* TO DO *
Nothing but the text should be carried over: reproduce all the data exactly and leave out every image.

* INFORMATION PROVIDED *
+++

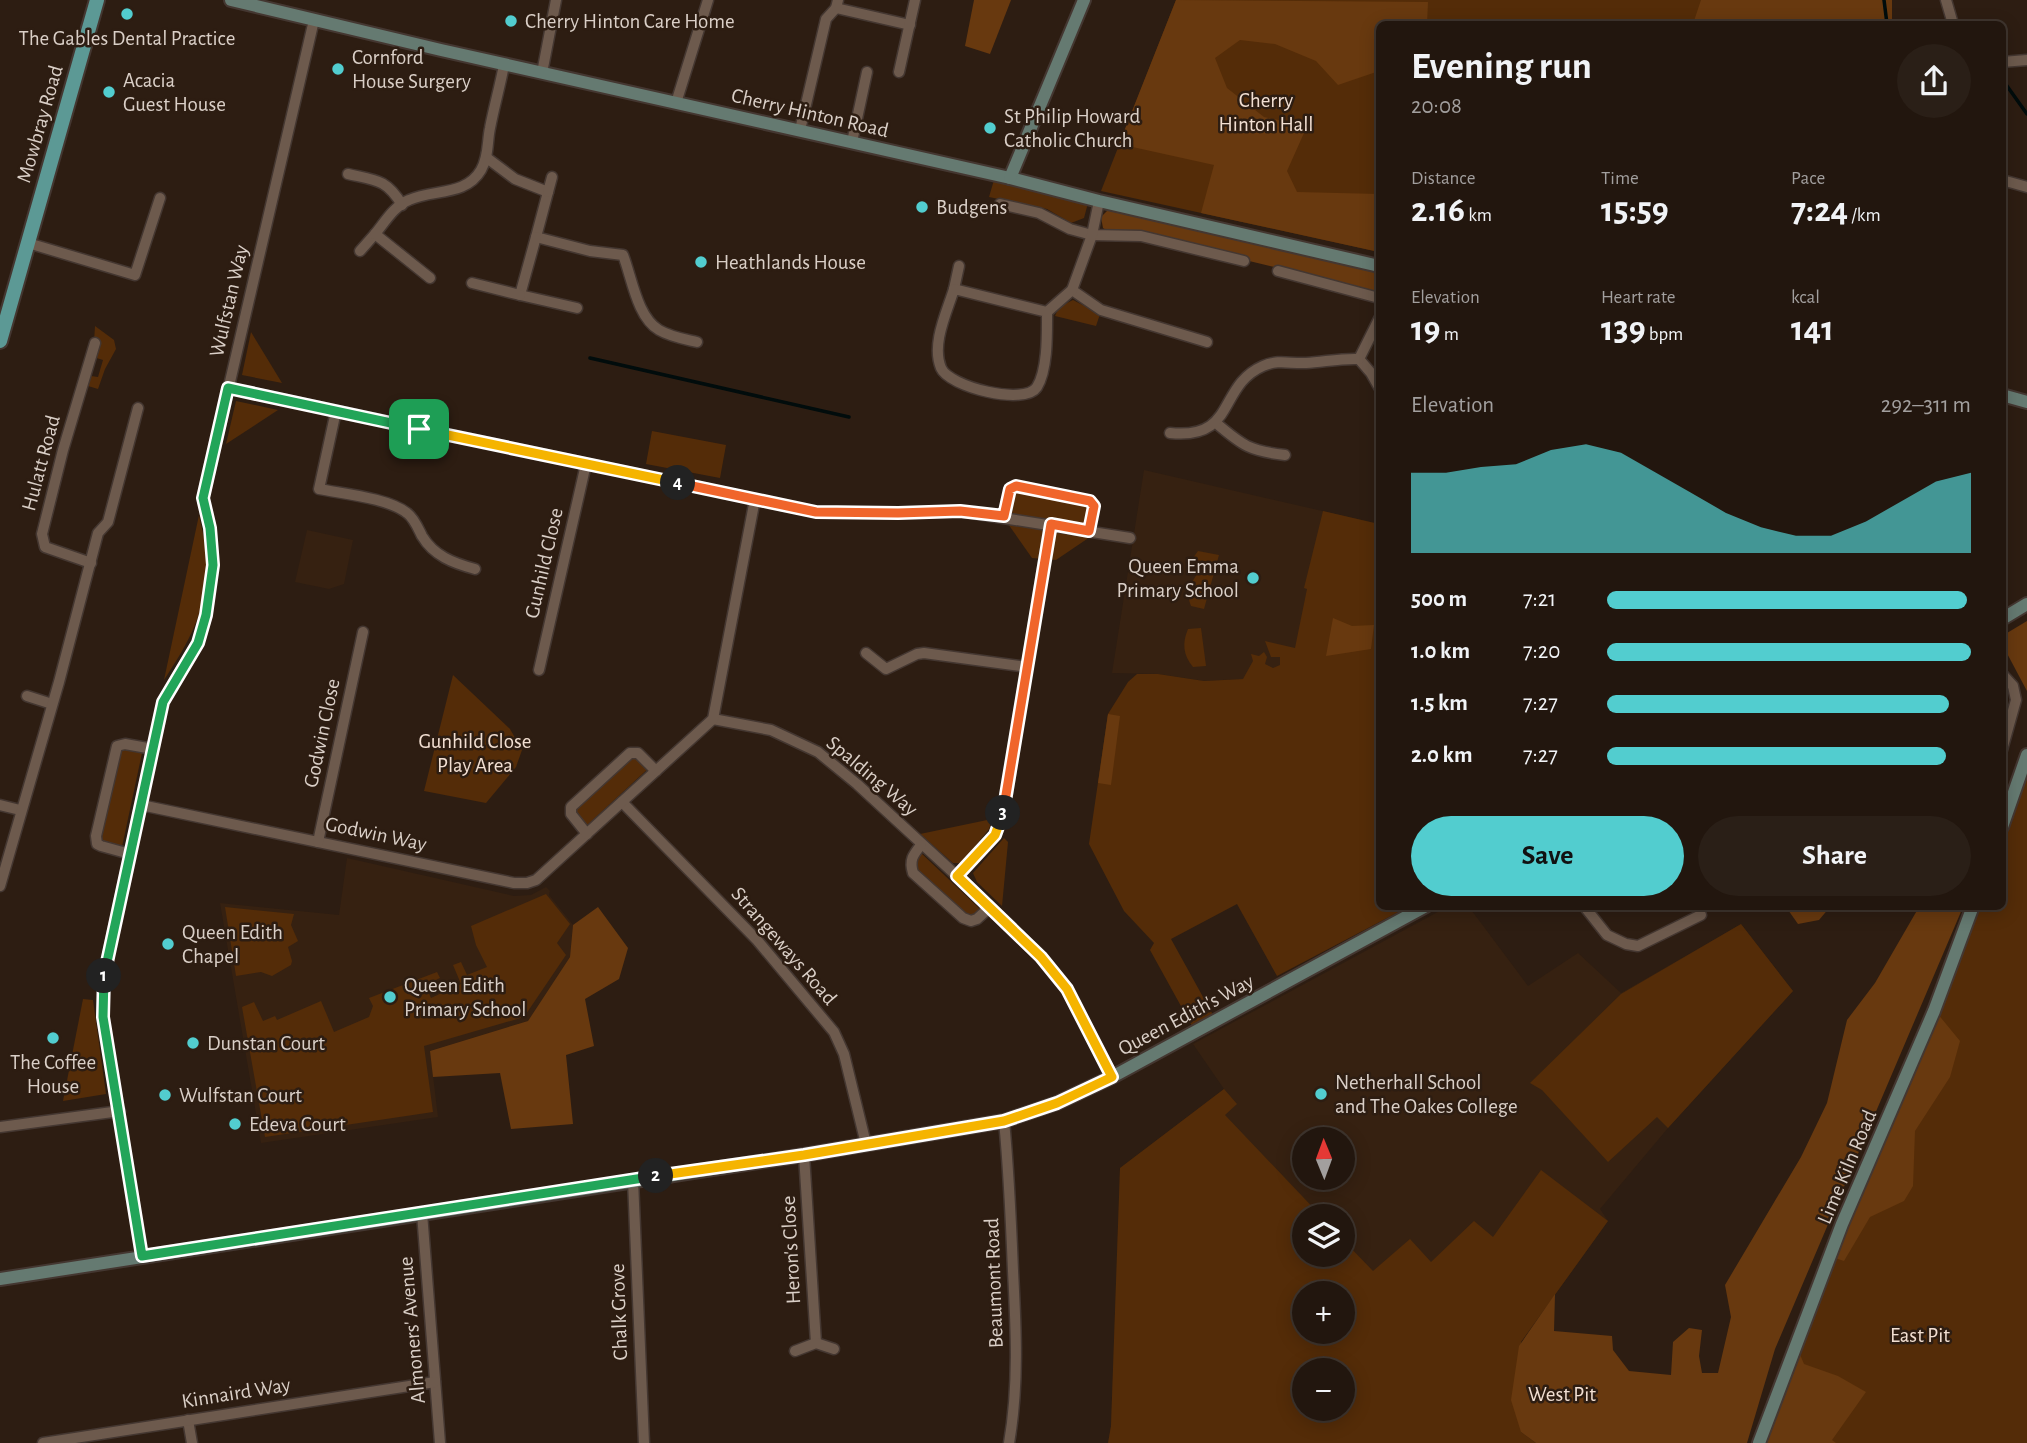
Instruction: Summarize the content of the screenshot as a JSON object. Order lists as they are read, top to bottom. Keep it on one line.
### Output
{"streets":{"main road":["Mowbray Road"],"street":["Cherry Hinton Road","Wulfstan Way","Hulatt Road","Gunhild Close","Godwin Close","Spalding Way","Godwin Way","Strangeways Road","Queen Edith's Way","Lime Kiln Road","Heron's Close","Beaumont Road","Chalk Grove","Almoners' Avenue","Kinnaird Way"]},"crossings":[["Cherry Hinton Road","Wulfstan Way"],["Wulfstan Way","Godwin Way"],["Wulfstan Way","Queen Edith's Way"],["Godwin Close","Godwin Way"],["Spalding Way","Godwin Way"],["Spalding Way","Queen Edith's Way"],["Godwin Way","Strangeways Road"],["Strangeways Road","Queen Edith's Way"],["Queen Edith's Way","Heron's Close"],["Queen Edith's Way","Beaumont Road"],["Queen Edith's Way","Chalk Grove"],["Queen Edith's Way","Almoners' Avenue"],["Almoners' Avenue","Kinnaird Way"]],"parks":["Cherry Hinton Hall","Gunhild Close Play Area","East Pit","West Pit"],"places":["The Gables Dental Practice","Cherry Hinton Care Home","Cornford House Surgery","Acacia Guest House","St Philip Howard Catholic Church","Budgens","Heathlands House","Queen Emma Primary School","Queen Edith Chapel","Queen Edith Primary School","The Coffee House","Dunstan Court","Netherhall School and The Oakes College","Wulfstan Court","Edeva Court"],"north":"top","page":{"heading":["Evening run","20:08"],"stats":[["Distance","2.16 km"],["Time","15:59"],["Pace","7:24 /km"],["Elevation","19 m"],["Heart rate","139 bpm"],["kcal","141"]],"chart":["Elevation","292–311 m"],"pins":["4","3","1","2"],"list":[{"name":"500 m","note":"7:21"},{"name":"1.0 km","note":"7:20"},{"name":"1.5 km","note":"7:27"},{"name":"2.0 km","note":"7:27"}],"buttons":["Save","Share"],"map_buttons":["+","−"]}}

+++

* ANSWER *
Instruction: Summarize the content of the screenshot as a JSON object. Order lists as they are read, top to bottom. Keep it on one line.
### Output
{"streets":{"main road":["Mowbray Road"],"street":["Cherry Hinton Road","Wulfstan Way","Hulatt Road","Gunhild Close","Godwin Close","Spalding Way","Godwin Way","Strangeways Road","Queen Edith's Way","Lime Kiln Road","Heron's Close","Beaumont Road","Chalk Grove","Almoners' Avenue","Kinnaird Way"]},"crossings":[["Cherry Hinton Road","Wulfstan Way"],["Wulfstan Way","Godwin Way"],["Wulfstan Way","Queen Edith's Way"],["Godwin Close","Godwin Way"],["Spalding Way","Godwin Way"],["Spalding Way","Queen Edith's Way"],["Godwin Way","Strangeways Road"],["Strangeways Road","Queen Edith's Way"],["Queen Edith's Way","Heron's Close"],["Queen Edith's Way","Beaumont Road"],["Queen Edith's Way","Chalk Grove"],["Queen Edith's Way","Almoners' Avenue"],["Almoners' Avenue","Kinnaird Way"]],"parks":["Cherry Hinton Hall","Gunhild Close Play Area","East Pit","West Pit"],"places":["The Gables Dental Practice","Cherry Hinton Care Home","Cornford House Surgery","Acacia Guest House","St Philip Howard Catholic Church","Budgens","Heathlands House","Queen Emma Primary School","Queen Edith Chapel","Queen Edith Primary School","The Coffee House","Dunstan Court","Netherhall School and The Oakes College","Wulfstan Court","Edeva Court"],"north":"top","page":{"heading":["Evening run","20:08"],"stats":[["Distance","2.16 km"],["Time","15:59"],["Pace","7:24 /km"],["Elevation","19 m"],["Heart rate","139 bpm"],["kcal","141"]],"chart":["Elevation","292–311 m"],"pins":["4","3","1","2"],"list":[{"name":"500 m","note":"7:21"},{"name":"1.0 km","note":"7:20"},{"name":"1.5 km","note":"7:27"},{"name":"2.0 km","note":"7:27"}],"buttons":["Save","Share"],"map_buttons":["+","−"]}}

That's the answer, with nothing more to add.